■ PROBLEM TO SOLVE
Scan the following material for the string "name" and copy each line in which it appears.

■ SUPPLIED ENTRIES
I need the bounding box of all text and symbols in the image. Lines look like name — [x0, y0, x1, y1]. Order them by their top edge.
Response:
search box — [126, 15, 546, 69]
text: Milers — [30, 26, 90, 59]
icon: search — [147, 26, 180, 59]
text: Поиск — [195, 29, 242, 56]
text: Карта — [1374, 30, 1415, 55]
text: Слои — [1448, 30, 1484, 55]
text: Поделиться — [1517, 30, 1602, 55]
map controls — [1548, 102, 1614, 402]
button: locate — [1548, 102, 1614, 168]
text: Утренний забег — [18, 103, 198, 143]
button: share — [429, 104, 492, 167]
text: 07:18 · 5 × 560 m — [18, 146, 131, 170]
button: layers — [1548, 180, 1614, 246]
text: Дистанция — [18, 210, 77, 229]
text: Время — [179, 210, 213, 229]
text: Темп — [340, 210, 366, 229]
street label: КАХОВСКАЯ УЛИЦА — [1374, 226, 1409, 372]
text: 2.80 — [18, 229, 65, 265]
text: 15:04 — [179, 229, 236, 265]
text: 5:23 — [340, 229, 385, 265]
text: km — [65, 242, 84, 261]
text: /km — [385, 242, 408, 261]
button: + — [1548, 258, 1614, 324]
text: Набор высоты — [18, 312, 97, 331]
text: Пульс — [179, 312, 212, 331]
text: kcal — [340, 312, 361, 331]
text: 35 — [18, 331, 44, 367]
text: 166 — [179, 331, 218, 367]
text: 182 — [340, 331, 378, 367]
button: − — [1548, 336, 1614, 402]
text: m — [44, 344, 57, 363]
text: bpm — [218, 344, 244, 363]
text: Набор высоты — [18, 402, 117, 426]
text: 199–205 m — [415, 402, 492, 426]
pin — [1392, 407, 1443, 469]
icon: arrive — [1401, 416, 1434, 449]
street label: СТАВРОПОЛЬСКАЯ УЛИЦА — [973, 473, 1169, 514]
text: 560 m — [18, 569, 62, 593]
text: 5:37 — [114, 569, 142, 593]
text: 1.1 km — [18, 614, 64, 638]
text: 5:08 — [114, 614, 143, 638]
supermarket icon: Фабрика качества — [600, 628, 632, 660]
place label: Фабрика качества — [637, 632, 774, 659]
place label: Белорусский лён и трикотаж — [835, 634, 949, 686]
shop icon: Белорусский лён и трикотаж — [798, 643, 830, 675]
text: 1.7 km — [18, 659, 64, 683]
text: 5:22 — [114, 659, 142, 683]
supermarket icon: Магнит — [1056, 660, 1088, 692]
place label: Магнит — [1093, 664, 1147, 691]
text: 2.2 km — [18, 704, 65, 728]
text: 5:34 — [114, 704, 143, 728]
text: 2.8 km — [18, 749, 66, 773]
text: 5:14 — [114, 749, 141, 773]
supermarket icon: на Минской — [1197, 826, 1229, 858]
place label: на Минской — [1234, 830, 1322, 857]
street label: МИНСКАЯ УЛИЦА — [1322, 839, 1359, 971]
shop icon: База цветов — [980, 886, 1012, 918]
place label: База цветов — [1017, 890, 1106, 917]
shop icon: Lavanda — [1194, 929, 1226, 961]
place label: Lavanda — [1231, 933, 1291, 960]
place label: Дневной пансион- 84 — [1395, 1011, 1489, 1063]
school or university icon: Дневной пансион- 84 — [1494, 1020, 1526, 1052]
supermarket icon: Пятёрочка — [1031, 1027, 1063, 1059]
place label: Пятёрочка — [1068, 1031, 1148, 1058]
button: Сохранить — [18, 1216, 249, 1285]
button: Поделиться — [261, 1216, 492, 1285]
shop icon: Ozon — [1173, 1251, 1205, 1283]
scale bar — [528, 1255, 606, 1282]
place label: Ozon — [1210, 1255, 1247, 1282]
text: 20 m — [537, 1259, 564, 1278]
...
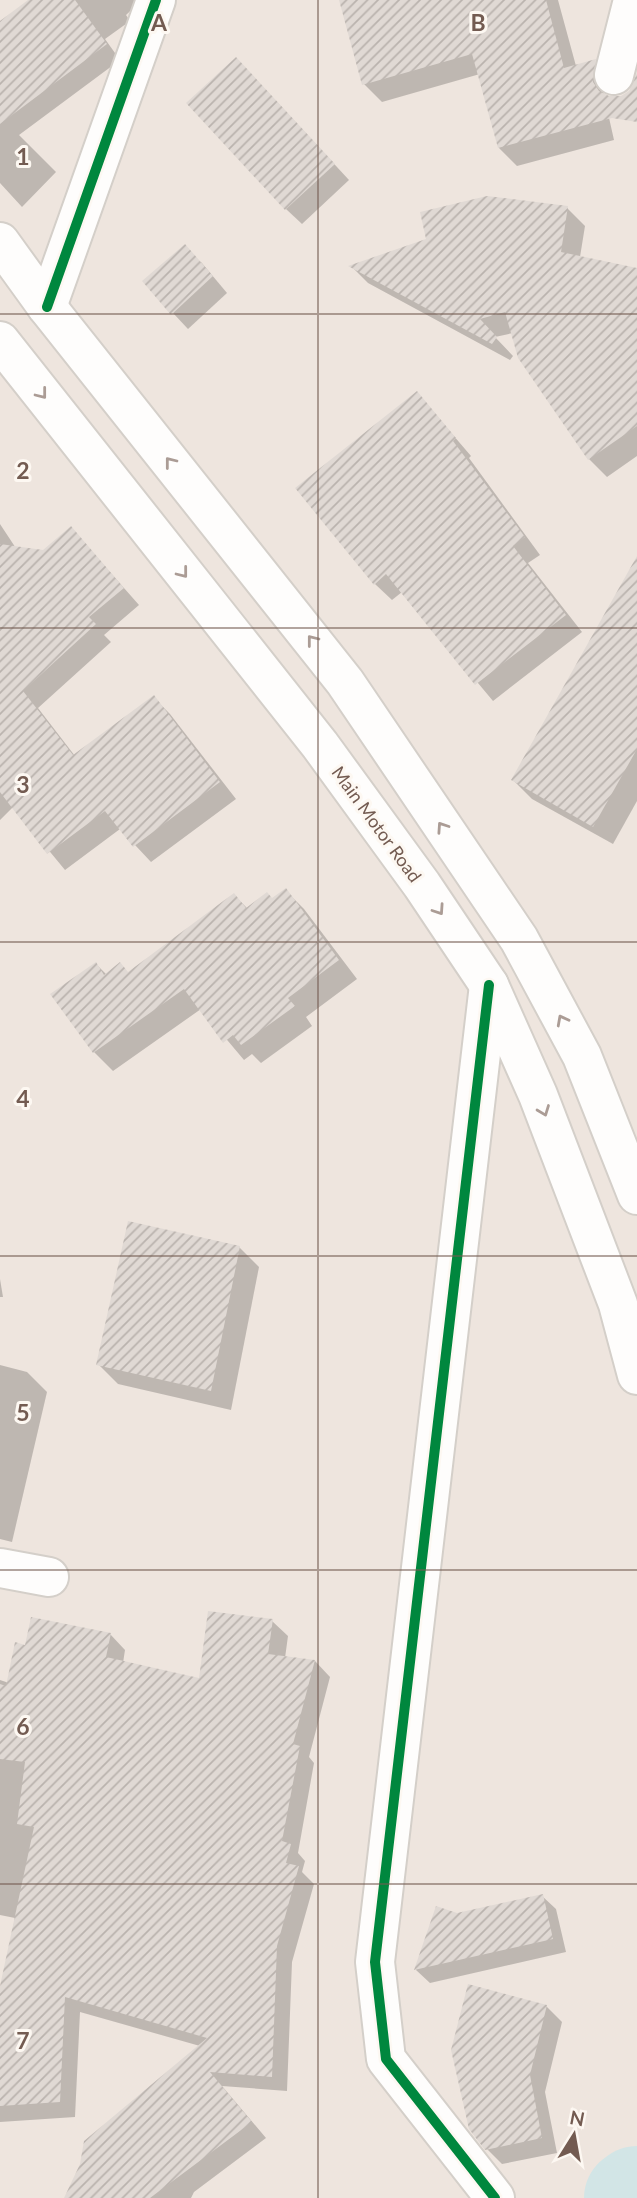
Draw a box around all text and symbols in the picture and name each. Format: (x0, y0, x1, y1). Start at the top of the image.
---
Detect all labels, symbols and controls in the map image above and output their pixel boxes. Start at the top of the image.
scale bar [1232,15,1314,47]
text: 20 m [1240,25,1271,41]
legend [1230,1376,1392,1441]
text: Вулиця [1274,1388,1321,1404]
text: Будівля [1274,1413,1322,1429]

■ ANSWER TO THE PROBLEM
I need the bounding box of all text and symbols in the image. Lines look like name — [x0, y0, x1, y1]. Order them by their top edge.
Draw a box around all text and symbols in the picture and name each. Format: (x0, y0, x1, y1). Start at the top of the image.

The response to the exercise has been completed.